Nous sommes plus que sollicités pour des cas graves. Parfois j'ai peur d'ouvrir ma messagerie de peur de craquer.. Je craque tout le temps à l'idée de la confiance totale que me font ces gens dans le désespoir total : " Mme DIOGO , c'est toi qui peut me sauver avec la grâce de Dieu"

Qui suis-je pour qu'ils comptent autant sur moi? Je n'ai rien en plus...mais c'est Dieu qui nous bénit. Loin de me jeter des fleurs il me pourvoit à chaque fois que des besoins se présentent à travers des gens formidables au cœur d'or que je remercie du fond du cœur au passage.

Des reconnaissances? 

On a eu des trophées, des reconnaissances, des remerciements, des félicitations dont celui de l'Ambassade des Etats-Unis grâce au groupe JEADER.

Des obstacles?

Il y'en a plein! il faut aller d'abord à la source vérifier le cas, les difficultés pour rassembler le dossier médical, l'actualiser, rassembler le montant pour le suivi médical après. 

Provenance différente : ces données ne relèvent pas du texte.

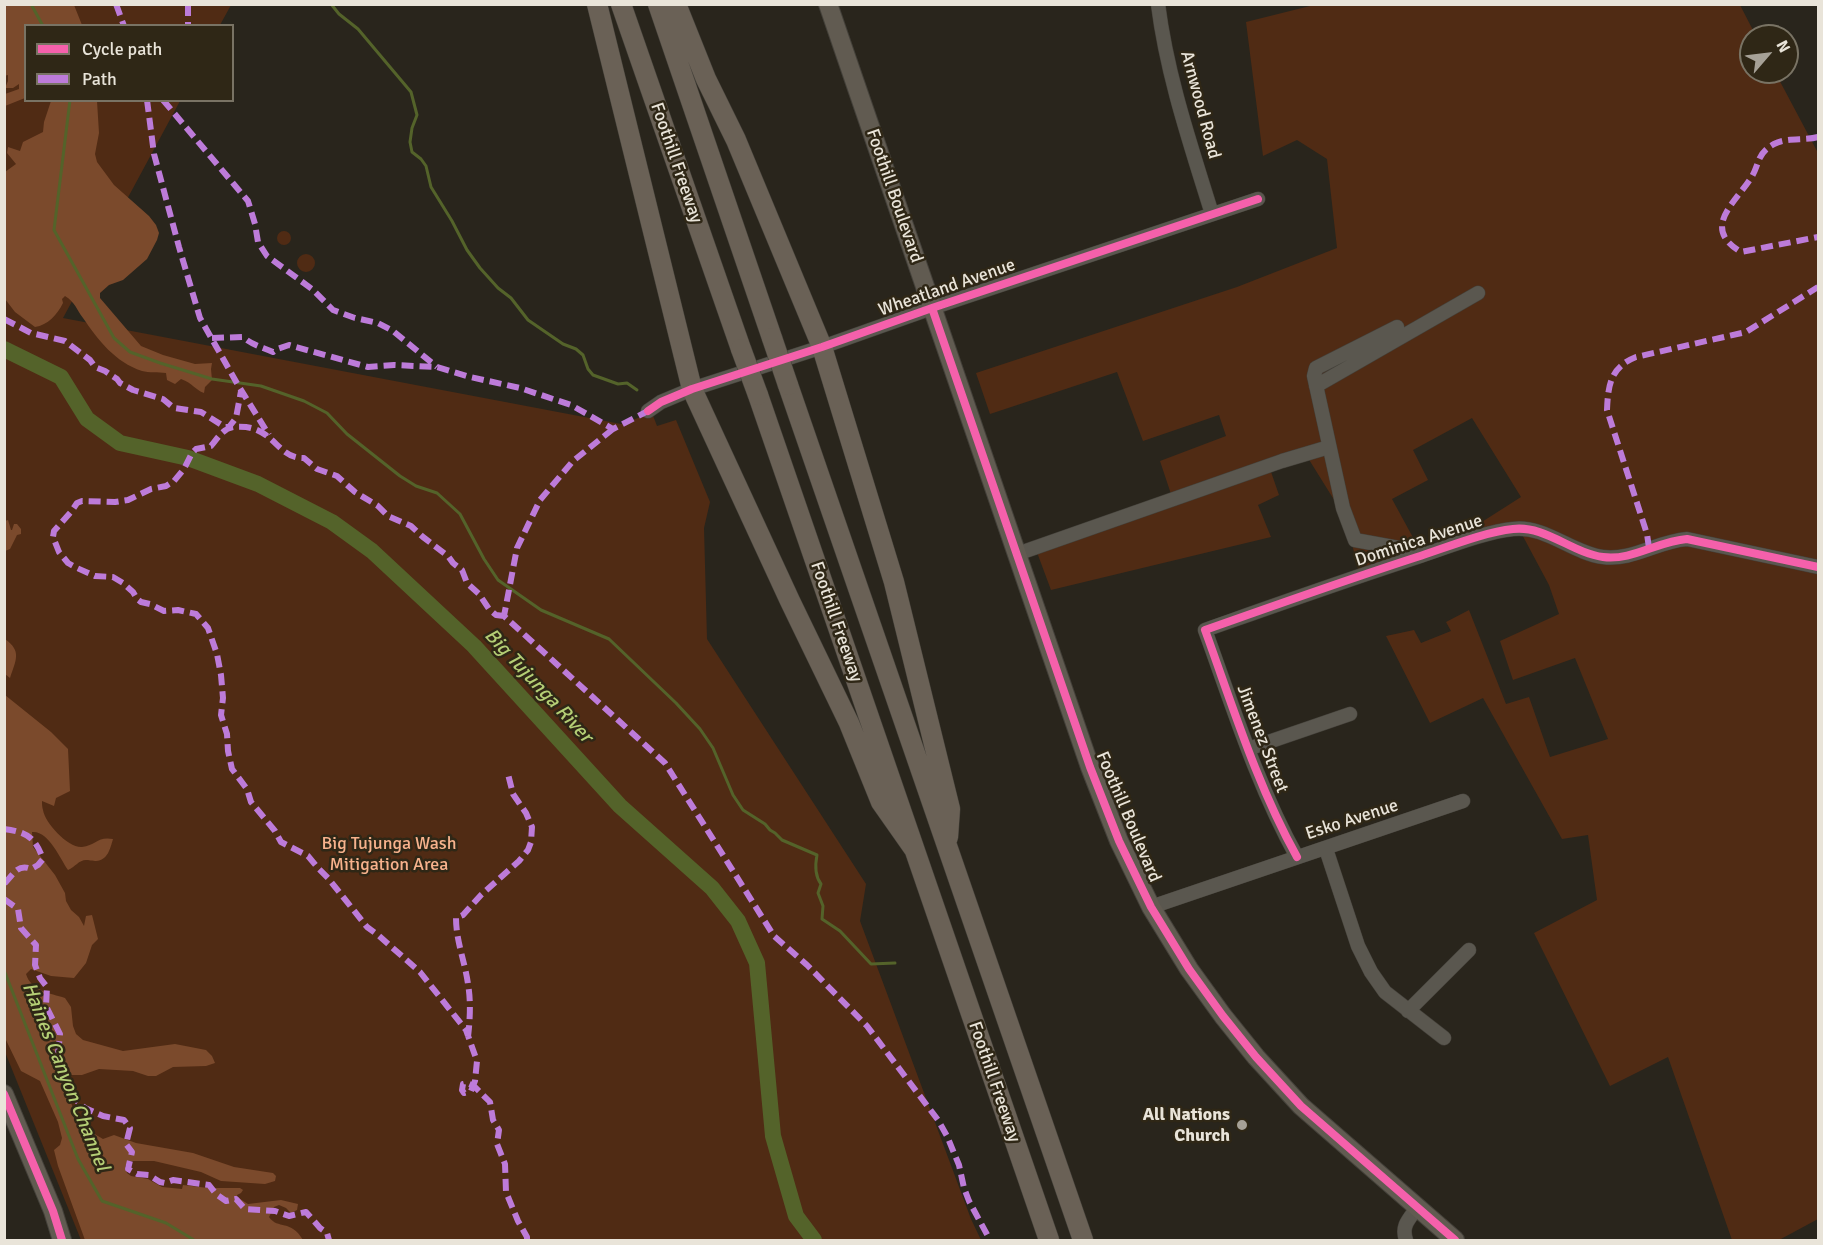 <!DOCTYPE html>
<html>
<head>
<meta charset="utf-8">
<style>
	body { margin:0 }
	#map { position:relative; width:1823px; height:1245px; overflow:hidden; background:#29251c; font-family:Signika,sans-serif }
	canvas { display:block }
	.frame { position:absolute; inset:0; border:6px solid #e9e4d9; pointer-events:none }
	.legend { position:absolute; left:24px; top:24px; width:210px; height:78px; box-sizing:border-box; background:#2f2716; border:2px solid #797364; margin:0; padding:8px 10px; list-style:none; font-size:18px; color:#e9e4d9 }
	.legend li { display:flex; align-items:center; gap:12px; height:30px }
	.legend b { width:30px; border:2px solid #797364 }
	.north { position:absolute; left:1739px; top:24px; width:60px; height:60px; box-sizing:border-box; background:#2f2716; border:2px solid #797364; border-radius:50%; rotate:62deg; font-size:16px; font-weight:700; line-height:24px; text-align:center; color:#e9e4d9 }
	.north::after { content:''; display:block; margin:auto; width:21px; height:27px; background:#a6a197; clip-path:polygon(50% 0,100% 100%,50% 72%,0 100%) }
</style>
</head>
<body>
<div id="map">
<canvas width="1823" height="1245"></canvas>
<div class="frame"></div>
<ul class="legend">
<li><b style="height:8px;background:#f560ab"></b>Cycle path</li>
<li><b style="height:8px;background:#bd7bd9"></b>Path</li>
</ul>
<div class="north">N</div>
</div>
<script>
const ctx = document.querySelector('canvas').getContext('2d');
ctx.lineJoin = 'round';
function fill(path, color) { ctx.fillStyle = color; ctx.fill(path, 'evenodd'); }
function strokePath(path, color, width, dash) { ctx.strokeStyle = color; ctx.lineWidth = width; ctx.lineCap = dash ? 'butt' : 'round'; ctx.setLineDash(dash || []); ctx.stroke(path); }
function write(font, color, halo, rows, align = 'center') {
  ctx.font = font + ' Signika,sans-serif'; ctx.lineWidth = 5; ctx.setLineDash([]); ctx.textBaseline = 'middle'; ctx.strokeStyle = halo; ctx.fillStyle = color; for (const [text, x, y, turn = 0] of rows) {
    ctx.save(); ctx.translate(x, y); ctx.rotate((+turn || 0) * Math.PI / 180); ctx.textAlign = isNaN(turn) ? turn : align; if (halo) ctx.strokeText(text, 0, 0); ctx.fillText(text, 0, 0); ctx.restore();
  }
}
const green = new Path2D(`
	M1318 4 1740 5 1756 36H1751V72H1775L1818 153V1219L1779 1240H1732L1668 1057 1610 1086 1534 933 1597 900 1588 835 1562 839 1483 698 1430 723 1386 636 1414 630 1421 643 1451 631 1446 622 1469 610 1506 704 1529 697 1550 757 1608 739 1575 658 1513 680 1500 641 1559 614 1549 585 1518 527 1452 541 1521 497 1472 418 1413 450 1428 480 1392 499 1422 554 1360 577 1346 519 1303 450 1270 469 1279 495 1258 505 1271 537 1051 590 1035 547 1173 500 1160 461 1226 436 1219 415 1143 441 1117 372 990 414 976 373 1237 287 1337 248 1327 159 1297 140 1263 156 1246 22Z
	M4 5H231L220 25 26 26V100L180 101 63 318 621 424 652 413 657 426 676 420 710 502 704 528 707 639 866 884 860 921 971 1219 981 1240H81L5 1052Z
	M277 238a7 7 0 1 1 14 0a7 7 0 1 1-14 0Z
	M297 263a9 9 0 1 1 18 0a9 9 0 1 1-18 0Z`);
const forest = new Path2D(`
	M5 4 74 5 82 25 26 26 25 98 5 106V94L19 89V84L13 88H5L8 81V75L4 76Z
	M51 101H97L99 133 95 154 97 162 114 185 149 216 156 225 159 233 157 240 147 259 123 280 109 285 100 293V298L141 346 163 355 195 364 212 363 211 369 212 380 205 387 204 393C195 390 193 383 181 379L175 384 167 380 166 373C158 372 149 373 142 371 115 362 98 340 83 318 76 309 76 303 65 296L62 299 63 303C57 315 48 325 35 327L15 312 5 299V172L16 164 7 153 8 147 20 151 23 142 43 132 44 122Z
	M8 520 11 530H12L14 524H17L21 529V534L17 535 10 549 5 551V521Z
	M5 639C22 651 16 660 10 678L5 674Z
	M5 695 51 732 68 749 70 791 56 798 54 806 42 801C42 804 42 807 43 810 45 823 68 848 82 847 96 845 98 836 113 839 110 849 108 860 96 861 94 861 87 860 86 860 79 860 75 867 68 870 60 858 48 830 32 832L33 847 55 875 65 893 66 901 71 910 79 917 84 926 86 916 92 915 98 939 92 945 86 963 74 978 51 976 31 969 26 974C31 991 50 993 65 998L71 1007 73 1026 76 1034 83 1040 123 1051 175 1044 206 1050 212 1056 215 1063 206 1066 173 1067 156 1076H148L133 1071 99 1069 82 1075H68L61 1080 81 1126 103 1139 114 1135 136 1143 193 1153 234 1167 273 1173 276 1176 275 1181 265 1184 221 1181 201 1172 154 1161H131L125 1166 127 1173 131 1176 148 1179 162 1187 182 1189 183 1185 208 1188H240L243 1190 241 1193 237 1195V1197L248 1204 281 1200 298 1204 297 1210 291 1213 286 1208 279 1205 274 1207 269 1217C278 1230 291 1219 303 1240H85L58 1166 54 1150 60 1145 62 1138 58 1122 40 1081 21 1071 5 1038Z`);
const stream = new Path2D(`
	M31 4 43 26
	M331 4 339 14 358 29 411 92 417 115 412 128 410 142 412 152 421 159 426 166 431 187 452 221 467 250 480 268 498 288 511 298 528 320 563 344 576 349 583 355 588 369 593 375 618 384 627 383 637 390
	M70 100 54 230 114 338 130 352 160 363 212 379 261 386 304 401 327 413 347 434 400 476 416 486 437 493 460 514 484 559 498 580 541 610 609 639 676 703 700 729 713 748 733 795 743 810 765 824 770 830 775 833 782 840 817 855C815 865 815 876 821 884L818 893 823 906 822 919 840 931 871 964 895 963
	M4 970 78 1159 102 1201 166 1223 194 1240`);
const river = new Path2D(`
	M4 349 61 377 87 419 120 443 188 458 258 484 332 522 372 551 474 646 620 806 712 888 738 921 757 963 773 1136 796 1216 814 1240`);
const minor = new Path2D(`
	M1158 4C1167 76 1191 146 1212 214
	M1397 327 1316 368 1314 376 1343 508 1355 540 1426 553
	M1316 386 1478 293
	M648 411 661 402 692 389 822 347 932 308 1258 199
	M1017 554 1282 461 1329 447
	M1248 749 1350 714
	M1326 849 1358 946 1371 972 1385 992 1444 1038
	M1297 857C1257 785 1233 707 1205 630 1276 605 1346 580 1417 557 1445 548 1484 532 1513 529 1545 525 1572 553 1603 557 1632 561 1658 541 1687 539L1818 567
	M1151 907 1463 801
	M1408 1011 1469 950
	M1406 1240C1401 1226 1409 1219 1417 1208`);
const major = new Path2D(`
	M828 4 1090 767 1119 841 1151 907 1189 969 1223 1016 1256 1057 1301 1106 1455 1240
	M4 1094 53 1211 62 1240`);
const highway = new Path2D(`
	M597 4 692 389 790 601 849 723 881 802 914 849
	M621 4 741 349
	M658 4 772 338
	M676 4 706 79 736 140 822 347 894 582 950 809 948 837
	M788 385 1083 1240
	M758 395 1049 1240`);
const highwayBridge = new Path2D(`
	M772 338 788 385
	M741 349 758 395`);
const quiet = new Path2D(`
	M116 4 124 26
	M188 4V26
	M147 100 154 154 179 247 200 318 238 385 269 435
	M163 100 248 201 255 224 258 242 267 256 312 289 333 310 355 318 378 323 393 331 437 367
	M1818 137C1804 141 1787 137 1774 144 1756 154 1760 164 1751 178 1734 204 1701 228 1741 252L1818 237
	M4 319 31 333 65 341 90 360 95 367 105 371 117 379 120 383 133 390 163 399 174 408 201 412 225 427H229L236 418 241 391
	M212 338 243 337C252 345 262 347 273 352L277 349 289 345 368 367 394 365 437 367 470 377 520 388 571 405 613 429 648 411
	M613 429 573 461 540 500 517 548 504 616 665 763 774 936 807 965 867 1026 938 1120 947 1136 959 1165 964 1188 969 1201 990 1240
	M1649 548 1647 534 1607 410C1608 384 1611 367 1636 357L1746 332 1818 287
	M504 616 496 615 489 609 479 594 467 583 462 570 453 563 448 556 423 537 411 526 388 516 378 506 355 492 337 476 317 469 304 458C279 459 275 431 246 427 226 425 223 431 211 446L196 449 192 453 184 469 174 481 166 486 151 489 128 500 115 502 82 501 77 503 71 512 54 531 53 537 59 552 68 563 77 568 95 576 113 577 123 583 133 592 137 599 141 602 150 604 164 611 178 610 196 614 208 628 217 654 221 675 223 698 221 715 227 734 228 751 232 769 247 789 251 802 275 831 281 842 308 856 318 868 328 878 367 927 378 935 420 972 466 1030 477 1061 475 1081 471 1091 464 1093 462 1090 463 1084 467 1083 474 1086 490 1102 493 1120 499 1130 497 1144 505 1164 506 1192 518 1221 527 1237V1240
	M4 829C27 832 35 837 43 859L38 865 31 869C18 863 13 875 4 884
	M4 899 18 909 21 928 36 945 35 965 40 978 47 987 46 1006 60 1034 58 1054 65 1082 72 1090 76 1100 85 1108 103 1116 124 1120 130 1128 126 1144 132 1152 128 1169 137 1174 149 1175 160 1182 165 1183 173 1180 209 1185 216 1194 226 1201 236 1199 245 1209 275 1211 289 1216 306 1212 320 1228 327 1233 329 1240
	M468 1037C470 1020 471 1001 468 984 465 962 456 941 456 918L463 915 481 895 519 861 528 850 531 842 532 827 526 813 513 794 508 774`);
const cycleway = new Path2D(`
	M932 308 1090 767 1119 841 1151 907 1189 969 1223 1016 1256 1057 1301 1106 1455 1240
	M648 411 661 402 692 389 822 347 932 308 1258 199
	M1297 857C1257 785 1233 707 1205 630 1276 605 1346 580 1417 557 1445 548 1484 532 1513 529 1545 525 1572 553 1603 557 1632 561 1658 541 1687 539L1818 567
	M4 1094 53 1211 62 1240`);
const markers = [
	[1242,1125,6,"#a6a197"]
];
const streetNames = [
	["Arnwood Road",1200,105,75],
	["Foothill Freeway",676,163,71],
	["Foothill Boulevard",894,196,71],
	["Wheatland Avenue",947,288,-19],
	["Dominica Avenue",1419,541,-18],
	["Foothill Freeway",836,622,71],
	["Jimenez Street",1262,739,69],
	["Foothill Boulevard",1128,817,67],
	["Esko Avenue",1352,820,-18],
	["Foothill Freeway",994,1082,71]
];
const parkNames = [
	["Big Tujunga Wash",389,844],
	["Mitigation Area",389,865]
];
const poiNames = [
	["All Nations",1230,1115],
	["Church",1230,1136]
];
const waterNames = [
	["Big Tujunga River",538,686,47],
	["Haines Canyon Channel",65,1077,68]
];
fill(green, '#502b14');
fill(forest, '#7b4a2c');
strokePath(stream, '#54632a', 3);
strokePath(river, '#54632a', 16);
strokePath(minor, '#44413a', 15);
strokePath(major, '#44413a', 20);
strokePath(highway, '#44413a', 21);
strokePath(minor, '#5a574f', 14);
strokePath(major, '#615b51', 18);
strokePath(highway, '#6a6156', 20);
strokePath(highwayBridge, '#44413a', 21, []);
strokePath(highwayBridge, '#6a6156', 20);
strokePath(quiet, '#bd7bd9', 6, [12, 6]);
strokePath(cycleway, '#f560ab', 8);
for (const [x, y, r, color] of markers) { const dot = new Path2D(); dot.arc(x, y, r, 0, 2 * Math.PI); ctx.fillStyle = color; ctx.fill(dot); strokePath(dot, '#2f2716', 2); }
write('18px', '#e9e4d9', '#2f2716', streetNames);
write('18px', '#f7b28c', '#2f2716', parkNames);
write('bold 18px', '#e9e4d9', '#2f2716', poiNames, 'right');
write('italic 20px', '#b4ce75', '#2f2716', waterNames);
</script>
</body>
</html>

Que ressentez vous à chaque fois que vous aidez une personne démunie?

Ce que je ressens à chaque fois que j'aide est inexprimable.C 'est au delà de toute grâce divine. Je me sens encore plus forte, plus croyante et plus aimée , des gens sincères , je précise bien, qui m'entourent et à qui je dois une grande reconnaissance.


Le social en Afrique, est il développé?

Le social en Afrique? je suis désolée de le dire et c'est à compte gouttes seules les vraies personnes croyantes qui aident leur prochain .Je fais partie des rares exceptions. Les autres te regardent d'un œil douteux et pire t'accusent .

 Un mot pour vos sœurs Africaines 

 Cette assez longue présentation pour faire comprendre à mes chères sœurs Femmes d'Afrique et d'ailleurs l'importance de la Solidarité ce petit regard, ce petit geste de vous , un tout petit mot de vous, une prière peut soulever des montagnes, atteindre cet objectif utopique est insensé pour certains, mais possible pour moi et à ce moment là même à titre posthume, j'accepterai glorieusement  ce surnom de " Mère Térésa Facebook" qu'on me colle et que je mets entre guillemet pour bien des raisons. Alors Chères Admirables Femmes, pour que notre féminité se justifie, tenons nous les mains pour éduquer , élever , aider, ces anges démunis qui n'ont pas demandé à naître et qui méritent notre attention.


Un mot pour MA FÉMINITÉ?

Merci infiniment de croire en moi et à ce que je fais de si infime.